What is needed | Could you transcribe the records below exactly, leaving out every picture?

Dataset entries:
BEGIN
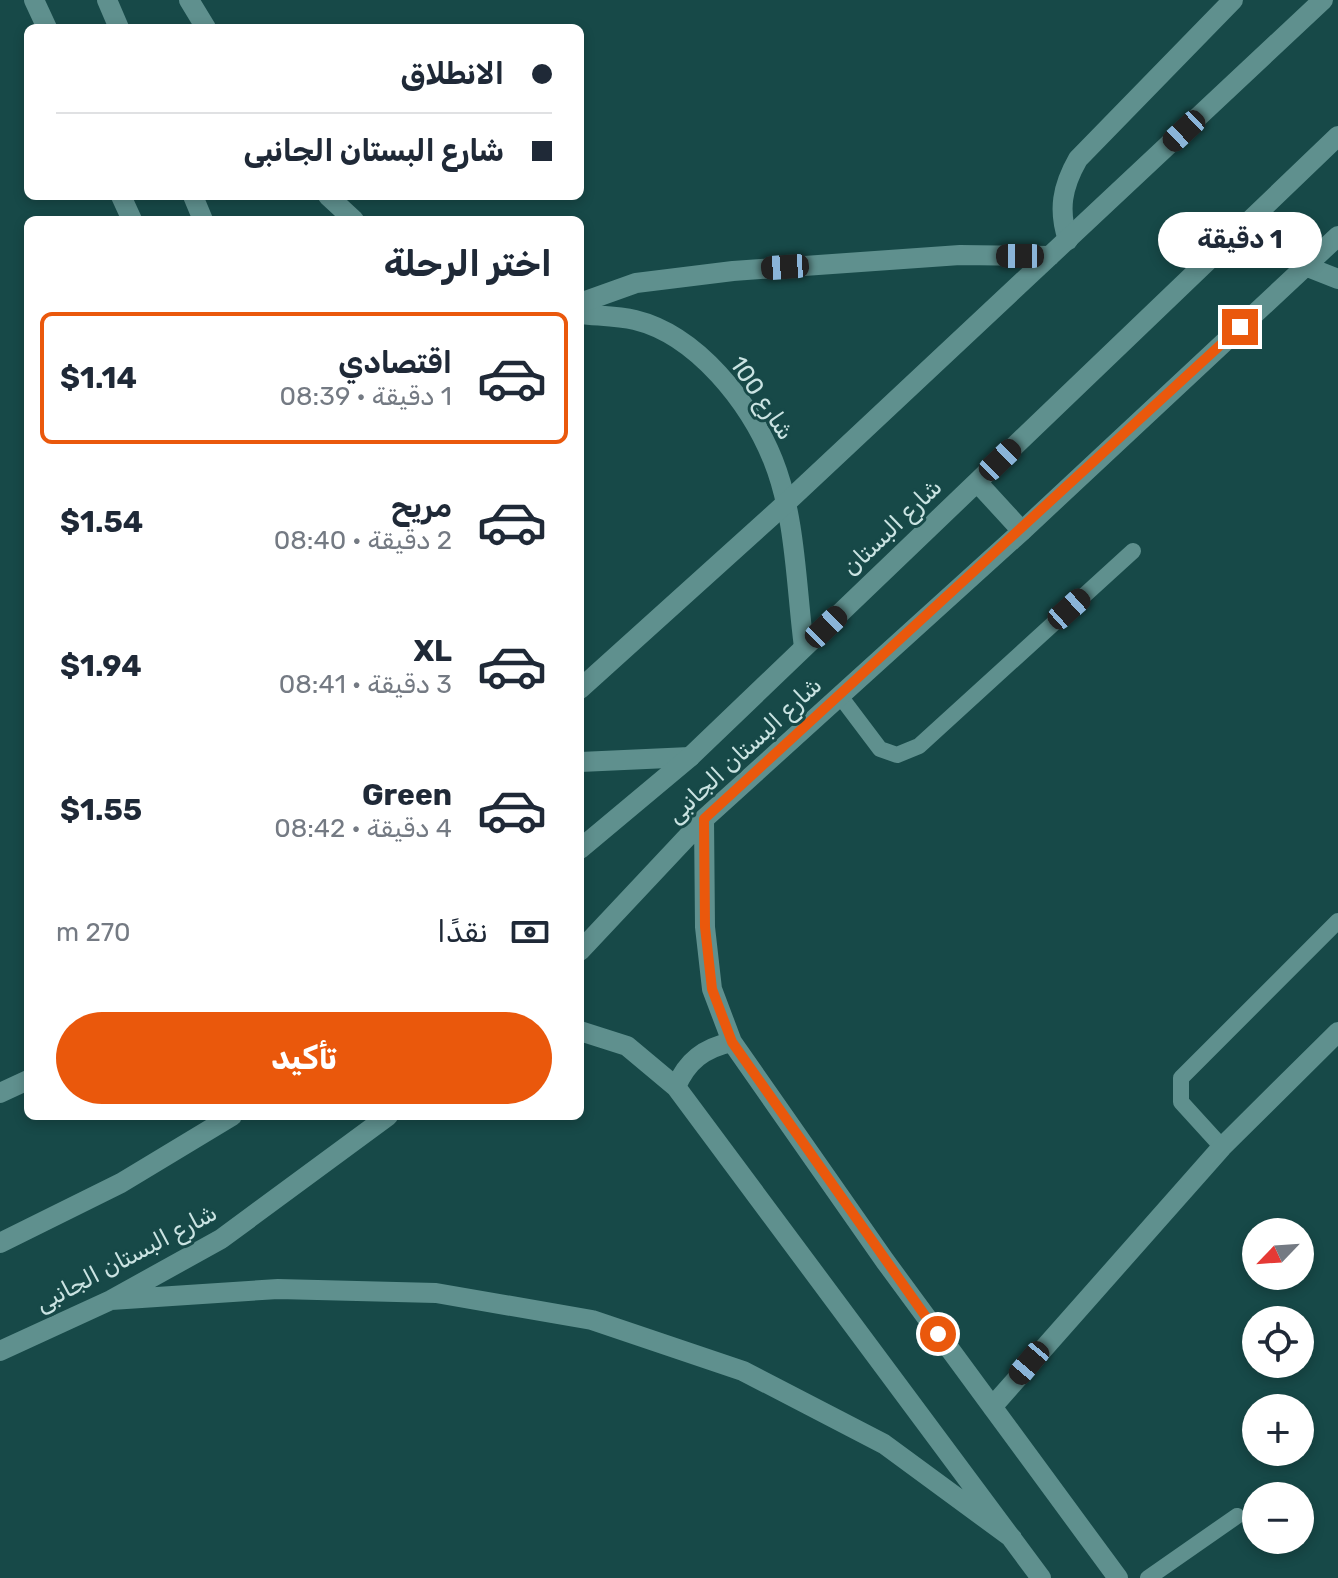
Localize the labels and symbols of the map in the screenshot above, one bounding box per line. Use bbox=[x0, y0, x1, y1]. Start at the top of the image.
car bbox=[1158, 106, 1210, 156]
callout: 1 دقيقة bbox=[1158, 211, 1322, 267]
car bbox=[996, 244, 1044, 268]
car bbox=[760, 253, 810, 281]
route end bbox=[1222, 309, 1258, 345]
street label: شارع 100 bbox=[722, 351, 800, 446]
car bbox=[974, 435, 1026, 485]
street label: شارع البستان bbox=[837, 473, 949, 583]
car bbox=[1043, 584, 1095, 634]
car bbox=[800, 602, 852, 652]
street label: شارع البستان الجانبى bbox=[661, 671, 829, 831]
street label: شارع البستان الجانبى bbox=[30, 1198, 223, 1320]
north arrow bbox=[1242, 1218, 1314, 1290]
route start bbox=[920, 1316, 956, 1352]
car bbox=[1004, 1337, 1054, 1389]

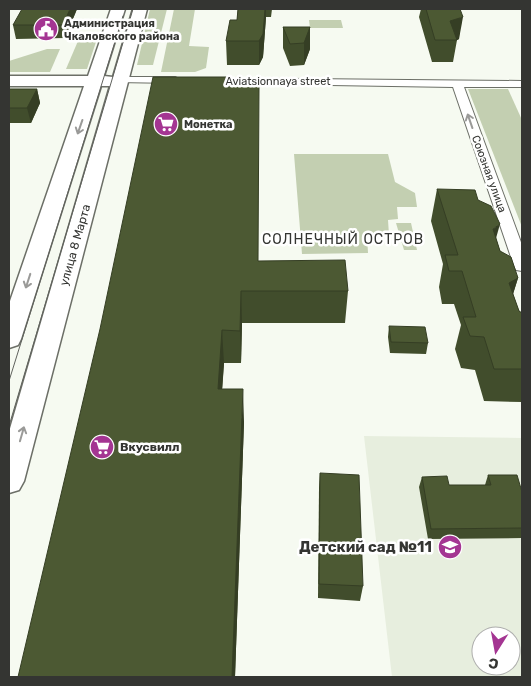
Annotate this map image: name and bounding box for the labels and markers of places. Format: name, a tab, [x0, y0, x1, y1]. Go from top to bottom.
public building icon: Администрация Чкаловского района	[33, 16, 59, 42]
place label: Администрация Чкаловского района	[64, 17, 179, 43]
supermarket icon: Монетка	[153, 111, 179, 137]
place label: Монетка	[184, 118, 233, 131]
supermarket icon: Вкусвилл	[89, 434, 115, 460]
place label: Вкусвилл	[120, 440, 180, 454]
school or university icon: Детский сад №11	[437, 534, 463, 560]
place label: Детский сад №11	[299, 538, 432, 556]

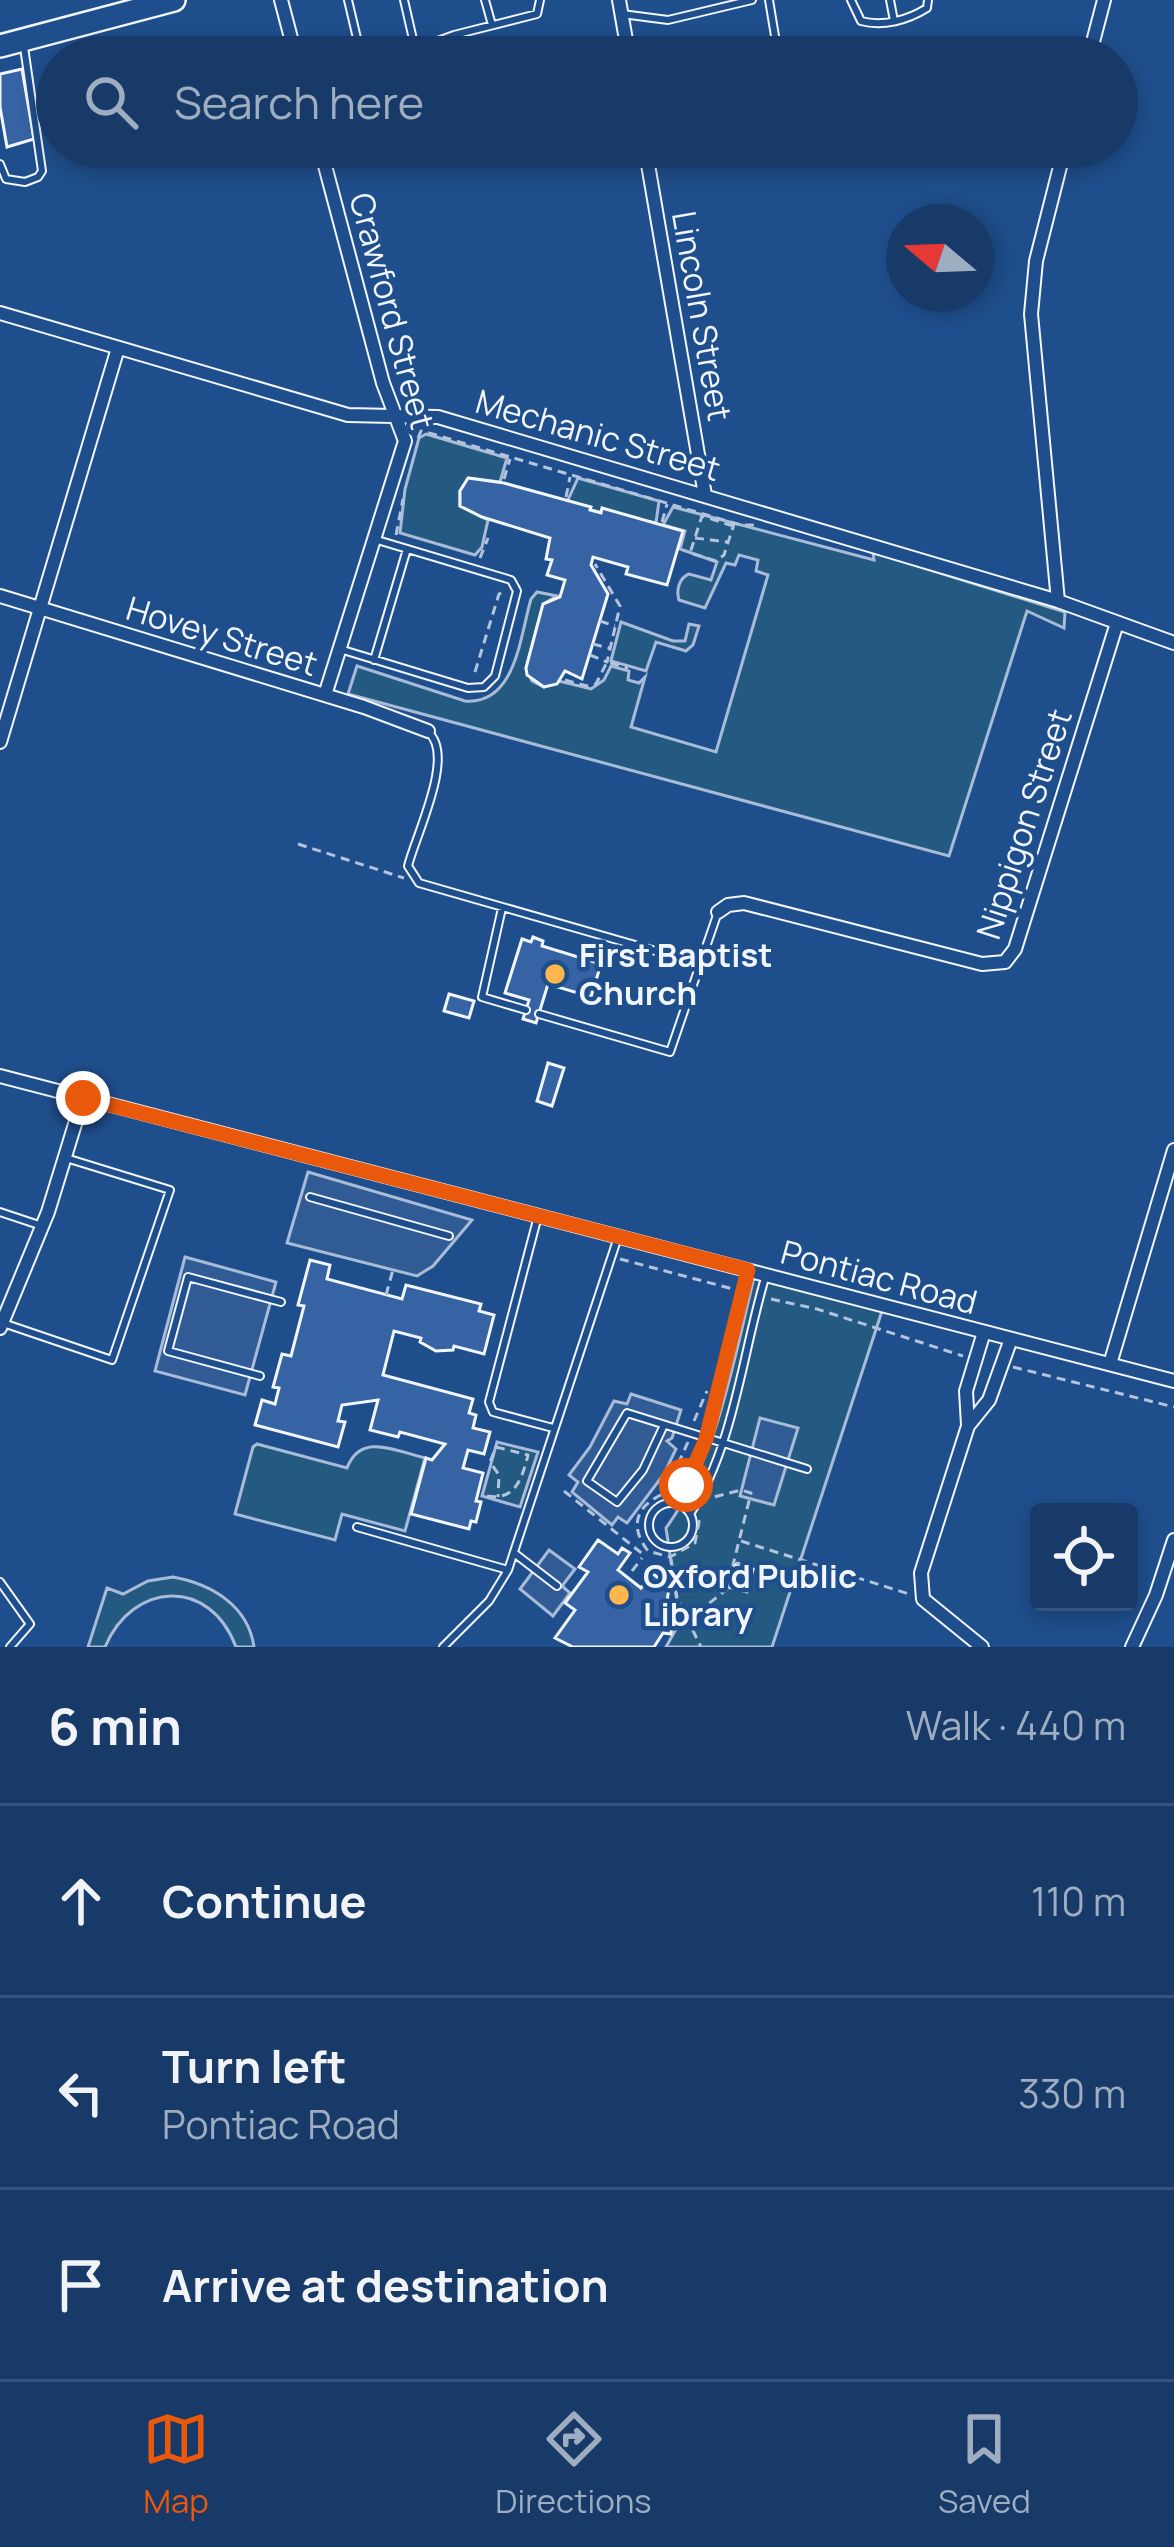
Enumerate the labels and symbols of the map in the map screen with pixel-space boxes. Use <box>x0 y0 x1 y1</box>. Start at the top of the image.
street label: Crawford Street <box>339 188 446 434</box>
north arrow <box>886 204 994 312</box>
street label: Lincoln Street <box>662 208 743 424</box>
street label: Mechanic Street <box>471 378 726 491</box>
street label: Hovey Street <box>121 585 323 686</box>
street label: Nippigon Street <box>965 703 1082 945</box>
place label: First Baptist Church <box>579 932 773 1015</box>
marker: First Baptist Church <box>542 961 568 987</box>
route end <box>56 1071 110 1125</box>
street label: Pontiac Road <box>776 1229 982 1324</box>
route start <box>659 1458 713 1512</box>
place label: Oxford Public Library <box>643 1553 857 1636</box>
marker: Oxford Public Library <box>606 1582 632 1608</box>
END
Your response |
Localize the labels and symbols of the map in the screenshot above, one bounding box per line. Use bbox=[x0, y0, x1, y1]. Start at the top of the image.
car bbox=[1158, 106, 1210, 156]
callout: 1 دقيقة bbox=[1158, 211, 1322, 267]
car bbox=[996, 244, 1044, 268]
car bbox=[760, 253, 810, 281]
route end bbox=[1222, 309, 1258, 345]
street label: شارع 100 bbox=[722, 351, 800, 446]
car bbox=[974, 435, 1026, 485]
street label: شارع البستان bbox=[837, 473, 949, 583]
car bbox=[1043, 584, 1095, 634]
car bbox=[800, 602, 852, 652]
street label: شارع البستان الجانبى bbox=[661, 671, 829, 831]
street label: شارع البستان الجانبى bbox=[30, 1198, 223, 1320]
north arrow bbox=[1242, 1218, 1314, 1290]
route start bbox=[920, 1316, 956, 1352]
car bbox=[1004, 1337, 1054, 1389]

Annotate this map image: name and bounding box for the labels and markers of places. Format: name, a tab, [x0, y0, x1, y1]. Go from top to bottom.
public building icon: Администрация Чкаловского района	[33, 16, 59, 42]
place label: Администрация Чкаловского района	[64, 17, 179, 43]
supermarket icon: Монетка	[153, 111, 179, 137]
place label: Монетка	[184, 118, 233, 131]
supermarket icon: Вкусвилл	[89, 434, 115, 460]
place label: Вкусвилл	[120, 440, 180, 454]
school or university icon: Детский сад №11	[437, 534, 463, 560]
place label: Детский сад №11	[299, 538, 432, 556]

Enumerate the labels and symbols of the map in the map screen with pixel-space boxes. Use <box>x0 y0 x1 y1</box>. Start at the top of the image.
street label: Crawford Street <box>339 188 446 434</box>
north arrow <box>886 204 994 312</box>
street label: Lincoln Street <box>662 208 743 424</box>
street label: Mechanic Street <box>471 378 726 491</box>
street label: Hovey Street <box>121 585 323 686</box>
street label: Nippigon Street <box>965 703 1082 945</box>
place label: First Baptist Church <box>579 932 773 1015</box>
marker: First Baptist Church <box>542 961 568 987</box>
route end <box>56 1071 110 1125</box>
street label: Pontiac Road <box>776 1229 982 1324</box>
route start <box>659 1458 713 1512</box>
place label: Oxford Public Library <box>643 1553 857 1636</box>
marker: Oxford Public Library <box>606 1582 632 1608</box>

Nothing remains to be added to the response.